■ SUPPLIED DATA:
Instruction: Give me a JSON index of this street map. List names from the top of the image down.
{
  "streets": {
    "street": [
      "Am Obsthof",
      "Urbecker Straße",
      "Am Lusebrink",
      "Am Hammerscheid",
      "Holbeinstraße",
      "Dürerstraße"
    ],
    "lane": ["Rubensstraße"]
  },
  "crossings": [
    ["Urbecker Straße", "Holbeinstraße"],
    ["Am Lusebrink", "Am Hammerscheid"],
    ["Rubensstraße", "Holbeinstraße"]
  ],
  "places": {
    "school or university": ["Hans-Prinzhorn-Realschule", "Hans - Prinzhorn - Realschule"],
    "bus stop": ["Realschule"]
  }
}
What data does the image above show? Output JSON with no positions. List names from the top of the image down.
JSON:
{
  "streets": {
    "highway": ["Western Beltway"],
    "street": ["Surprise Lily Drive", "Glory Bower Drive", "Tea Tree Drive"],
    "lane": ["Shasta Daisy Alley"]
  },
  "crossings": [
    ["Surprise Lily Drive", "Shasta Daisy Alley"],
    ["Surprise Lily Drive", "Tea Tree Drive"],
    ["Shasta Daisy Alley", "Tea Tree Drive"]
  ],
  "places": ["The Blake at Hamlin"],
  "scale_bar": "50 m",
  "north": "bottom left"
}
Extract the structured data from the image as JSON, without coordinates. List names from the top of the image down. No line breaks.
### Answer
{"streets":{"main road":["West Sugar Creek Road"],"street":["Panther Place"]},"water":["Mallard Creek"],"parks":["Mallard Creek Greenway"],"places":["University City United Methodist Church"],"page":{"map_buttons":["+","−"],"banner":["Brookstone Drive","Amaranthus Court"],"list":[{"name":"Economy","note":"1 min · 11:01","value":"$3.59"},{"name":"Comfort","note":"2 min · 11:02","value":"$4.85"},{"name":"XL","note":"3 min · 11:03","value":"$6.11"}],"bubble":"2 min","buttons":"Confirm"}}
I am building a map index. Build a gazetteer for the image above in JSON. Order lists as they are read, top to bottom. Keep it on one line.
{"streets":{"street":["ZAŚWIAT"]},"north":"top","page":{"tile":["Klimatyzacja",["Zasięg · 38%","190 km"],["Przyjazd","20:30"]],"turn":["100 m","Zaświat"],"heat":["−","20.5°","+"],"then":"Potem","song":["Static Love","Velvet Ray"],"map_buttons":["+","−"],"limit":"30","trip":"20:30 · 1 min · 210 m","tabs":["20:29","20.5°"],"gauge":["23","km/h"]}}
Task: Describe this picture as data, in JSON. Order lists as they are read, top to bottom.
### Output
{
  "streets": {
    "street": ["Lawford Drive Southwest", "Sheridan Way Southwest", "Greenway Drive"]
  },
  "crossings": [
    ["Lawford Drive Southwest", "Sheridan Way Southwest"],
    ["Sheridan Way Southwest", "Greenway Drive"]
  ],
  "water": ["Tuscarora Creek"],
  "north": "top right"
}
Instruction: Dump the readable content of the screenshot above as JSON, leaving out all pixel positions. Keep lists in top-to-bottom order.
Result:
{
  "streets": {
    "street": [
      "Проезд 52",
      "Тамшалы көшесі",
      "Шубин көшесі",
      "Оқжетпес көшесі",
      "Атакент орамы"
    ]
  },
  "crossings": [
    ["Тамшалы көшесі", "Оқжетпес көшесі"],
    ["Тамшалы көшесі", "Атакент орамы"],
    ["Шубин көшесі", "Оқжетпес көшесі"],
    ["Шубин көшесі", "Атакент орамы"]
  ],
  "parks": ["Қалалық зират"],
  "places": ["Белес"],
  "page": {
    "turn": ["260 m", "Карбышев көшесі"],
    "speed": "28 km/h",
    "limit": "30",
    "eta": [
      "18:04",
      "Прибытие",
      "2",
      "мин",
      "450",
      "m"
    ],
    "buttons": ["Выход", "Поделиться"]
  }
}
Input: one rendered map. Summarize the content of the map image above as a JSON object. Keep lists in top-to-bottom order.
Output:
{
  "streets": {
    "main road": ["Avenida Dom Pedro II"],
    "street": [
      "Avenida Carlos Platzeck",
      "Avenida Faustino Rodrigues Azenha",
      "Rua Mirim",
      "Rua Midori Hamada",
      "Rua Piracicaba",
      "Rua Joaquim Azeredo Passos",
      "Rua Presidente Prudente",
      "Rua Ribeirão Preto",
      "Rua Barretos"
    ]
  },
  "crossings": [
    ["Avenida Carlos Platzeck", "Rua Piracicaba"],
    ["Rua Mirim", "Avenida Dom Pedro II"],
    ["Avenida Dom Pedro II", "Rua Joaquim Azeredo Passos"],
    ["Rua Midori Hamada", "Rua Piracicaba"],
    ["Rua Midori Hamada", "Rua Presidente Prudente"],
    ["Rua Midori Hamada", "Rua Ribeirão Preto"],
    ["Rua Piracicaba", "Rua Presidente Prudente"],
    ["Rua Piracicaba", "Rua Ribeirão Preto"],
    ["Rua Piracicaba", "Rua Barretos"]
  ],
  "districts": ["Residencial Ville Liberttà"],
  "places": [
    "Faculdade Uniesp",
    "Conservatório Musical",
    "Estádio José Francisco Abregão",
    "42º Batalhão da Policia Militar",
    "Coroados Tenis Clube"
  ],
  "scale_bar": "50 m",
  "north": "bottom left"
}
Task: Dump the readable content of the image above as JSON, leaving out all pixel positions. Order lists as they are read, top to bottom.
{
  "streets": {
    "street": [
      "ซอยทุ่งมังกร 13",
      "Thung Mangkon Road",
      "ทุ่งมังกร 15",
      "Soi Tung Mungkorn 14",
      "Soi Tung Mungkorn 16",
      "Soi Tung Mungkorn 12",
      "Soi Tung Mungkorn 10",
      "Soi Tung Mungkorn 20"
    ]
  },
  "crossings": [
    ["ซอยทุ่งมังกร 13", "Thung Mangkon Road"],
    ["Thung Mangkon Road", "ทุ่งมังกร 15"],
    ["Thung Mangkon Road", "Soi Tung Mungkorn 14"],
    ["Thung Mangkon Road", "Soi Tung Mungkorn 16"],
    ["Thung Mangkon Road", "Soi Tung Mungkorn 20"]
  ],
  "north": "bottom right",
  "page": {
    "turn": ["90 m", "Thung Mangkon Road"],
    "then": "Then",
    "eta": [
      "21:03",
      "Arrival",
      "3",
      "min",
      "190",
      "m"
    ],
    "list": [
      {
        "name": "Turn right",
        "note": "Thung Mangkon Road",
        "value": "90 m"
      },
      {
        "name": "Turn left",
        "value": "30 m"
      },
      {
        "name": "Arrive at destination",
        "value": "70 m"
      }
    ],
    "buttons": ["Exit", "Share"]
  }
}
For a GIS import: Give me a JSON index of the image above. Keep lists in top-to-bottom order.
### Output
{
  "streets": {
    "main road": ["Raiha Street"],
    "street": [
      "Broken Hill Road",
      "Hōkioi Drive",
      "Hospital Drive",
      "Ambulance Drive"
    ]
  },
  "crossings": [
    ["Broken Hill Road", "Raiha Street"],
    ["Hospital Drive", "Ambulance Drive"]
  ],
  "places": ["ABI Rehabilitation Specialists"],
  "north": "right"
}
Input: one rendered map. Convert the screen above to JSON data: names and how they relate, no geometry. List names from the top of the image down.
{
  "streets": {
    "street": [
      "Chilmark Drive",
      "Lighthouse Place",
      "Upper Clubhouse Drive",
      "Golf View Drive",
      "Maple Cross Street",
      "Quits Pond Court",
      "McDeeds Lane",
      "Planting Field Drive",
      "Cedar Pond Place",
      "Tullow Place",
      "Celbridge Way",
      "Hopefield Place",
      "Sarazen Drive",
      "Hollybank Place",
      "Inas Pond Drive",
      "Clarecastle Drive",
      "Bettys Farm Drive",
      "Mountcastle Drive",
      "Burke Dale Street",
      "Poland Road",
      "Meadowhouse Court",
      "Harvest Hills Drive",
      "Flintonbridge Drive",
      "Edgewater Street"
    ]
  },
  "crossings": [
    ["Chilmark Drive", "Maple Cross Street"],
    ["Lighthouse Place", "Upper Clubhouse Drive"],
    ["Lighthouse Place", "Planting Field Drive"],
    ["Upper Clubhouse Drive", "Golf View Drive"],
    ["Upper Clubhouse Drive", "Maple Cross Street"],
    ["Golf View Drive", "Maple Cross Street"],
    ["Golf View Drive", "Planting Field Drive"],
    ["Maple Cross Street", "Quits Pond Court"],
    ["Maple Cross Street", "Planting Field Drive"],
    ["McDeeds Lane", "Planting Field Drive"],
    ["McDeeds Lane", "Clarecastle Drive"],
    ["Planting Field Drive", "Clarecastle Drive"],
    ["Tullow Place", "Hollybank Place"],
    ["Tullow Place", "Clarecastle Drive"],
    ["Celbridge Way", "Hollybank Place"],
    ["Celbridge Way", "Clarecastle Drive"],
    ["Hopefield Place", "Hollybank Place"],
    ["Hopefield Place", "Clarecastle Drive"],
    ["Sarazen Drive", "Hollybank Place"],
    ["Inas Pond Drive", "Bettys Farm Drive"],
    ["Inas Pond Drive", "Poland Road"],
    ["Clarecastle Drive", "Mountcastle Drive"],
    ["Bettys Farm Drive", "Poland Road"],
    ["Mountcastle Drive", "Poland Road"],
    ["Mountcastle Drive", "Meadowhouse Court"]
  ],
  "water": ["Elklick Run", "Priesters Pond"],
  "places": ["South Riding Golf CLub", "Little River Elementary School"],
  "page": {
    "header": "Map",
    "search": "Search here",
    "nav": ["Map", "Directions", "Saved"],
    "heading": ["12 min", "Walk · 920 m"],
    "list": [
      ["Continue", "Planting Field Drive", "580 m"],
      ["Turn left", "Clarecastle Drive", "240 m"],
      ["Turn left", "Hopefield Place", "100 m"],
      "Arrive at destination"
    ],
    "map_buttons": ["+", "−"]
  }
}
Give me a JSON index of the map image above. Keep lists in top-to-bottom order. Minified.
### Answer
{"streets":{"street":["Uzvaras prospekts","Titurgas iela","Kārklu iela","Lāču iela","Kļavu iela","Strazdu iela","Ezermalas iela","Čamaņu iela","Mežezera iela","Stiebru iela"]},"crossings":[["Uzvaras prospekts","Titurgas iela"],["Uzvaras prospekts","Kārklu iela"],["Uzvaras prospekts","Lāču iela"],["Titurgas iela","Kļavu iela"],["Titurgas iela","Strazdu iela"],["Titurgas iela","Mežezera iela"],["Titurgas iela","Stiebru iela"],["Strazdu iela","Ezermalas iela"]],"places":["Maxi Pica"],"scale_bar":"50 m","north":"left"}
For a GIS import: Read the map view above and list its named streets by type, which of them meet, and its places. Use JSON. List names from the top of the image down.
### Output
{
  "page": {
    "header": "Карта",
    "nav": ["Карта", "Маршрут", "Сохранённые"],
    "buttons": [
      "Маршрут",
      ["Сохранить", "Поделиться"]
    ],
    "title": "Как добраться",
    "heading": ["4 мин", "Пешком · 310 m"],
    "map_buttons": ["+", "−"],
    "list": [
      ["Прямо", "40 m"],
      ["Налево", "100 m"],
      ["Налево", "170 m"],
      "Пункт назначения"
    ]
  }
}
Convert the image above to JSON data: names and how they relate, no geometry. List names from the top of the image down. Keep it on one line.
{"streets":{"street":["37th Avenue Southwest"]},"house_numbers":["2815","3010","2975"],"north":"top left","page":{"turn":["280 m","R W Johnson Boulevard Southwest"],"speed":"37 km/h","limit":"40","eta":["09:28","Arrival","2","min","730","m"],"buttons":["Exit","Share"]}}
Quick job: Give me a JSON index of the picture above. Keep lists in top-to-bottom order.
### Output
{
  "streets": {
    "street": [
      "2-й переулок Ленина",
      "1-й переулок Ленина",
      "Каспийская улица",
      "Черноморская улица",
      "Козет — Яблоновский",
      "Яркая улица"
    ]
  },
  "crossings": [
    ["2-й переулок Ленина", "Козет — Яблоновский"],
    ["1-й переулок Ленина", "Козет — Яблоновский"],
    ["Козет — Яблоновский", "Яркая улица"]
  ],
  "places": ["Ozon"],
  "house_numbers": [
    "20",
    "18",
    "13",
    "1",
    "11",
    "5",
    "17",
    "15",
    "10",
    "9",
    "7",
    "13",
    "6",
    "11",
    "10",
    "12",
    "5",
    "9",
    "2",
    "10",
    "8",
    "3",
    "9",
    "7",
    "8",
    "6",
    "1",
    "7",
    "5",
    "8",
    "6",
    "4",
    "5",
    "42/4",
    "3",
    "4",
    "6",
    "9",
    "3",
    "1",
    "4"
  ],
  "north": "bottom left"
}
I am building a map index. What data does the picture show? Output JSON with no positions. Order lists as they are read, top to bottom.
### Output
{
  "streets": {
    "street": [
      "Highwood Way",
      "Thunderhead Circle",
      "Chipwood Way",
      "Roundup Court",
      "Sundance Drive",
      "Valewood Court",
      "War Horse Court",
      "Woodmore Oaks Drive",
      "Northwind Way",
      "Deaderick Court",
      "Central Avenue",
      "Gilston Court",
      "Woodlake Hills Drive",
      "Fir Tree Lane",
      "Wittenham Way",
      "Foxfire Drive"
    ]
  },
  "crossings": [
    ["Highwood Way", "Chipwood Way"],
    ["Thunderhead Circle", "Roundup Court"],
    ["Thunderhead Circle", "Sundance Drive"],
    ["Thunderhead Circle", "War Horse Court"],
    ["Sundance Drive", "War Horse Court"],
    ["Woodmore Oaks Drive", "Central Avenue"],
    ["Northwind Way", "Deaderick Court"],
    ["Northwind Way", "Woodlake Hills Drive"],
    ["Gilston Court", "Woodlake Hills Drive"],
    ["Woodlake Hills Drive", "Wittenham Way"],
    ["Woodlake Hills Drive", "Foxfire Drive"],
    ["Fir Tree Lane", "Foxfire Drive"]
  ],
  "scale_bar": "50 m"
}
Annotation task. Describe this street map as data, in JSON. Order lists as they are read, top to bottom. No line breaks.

■ TRY IT: From the very first line of the records down to the line with "What data does the image", please write out each line exactly, including both ends and no other lines.

■ SOLUTION FOR THIS TASK:
Instruction: Give me a JSON index of this street map. List names from the top of the image down.
{
  "streets": {
    "street": [
      "Am Obsthof",
      "Urbecker Straße",
      "Am Lusebrink",
      "Am Hammerscheid",
      "Holbeinstraße",
      "Dürerstraße"
    ],
    "lane": ["Rubensstraße"]
  },
  "crossings": [
    ["Urbecker Straße", "Holbeinstraße"],
    ["Am Lusebrink", "Am Hammerscheid"],
    ["Rubensstraße", "Holbeinstraße"]
  ],
  "places": {
    "school or university": ["Hans-Prinzhorn-Realschule", "Hans - Prinzhorn - Realschule"],
    "bus stop": ["Realschule"]
  }
}
What data does the image above show? Output JSON with no positions. List names from the top of the image down.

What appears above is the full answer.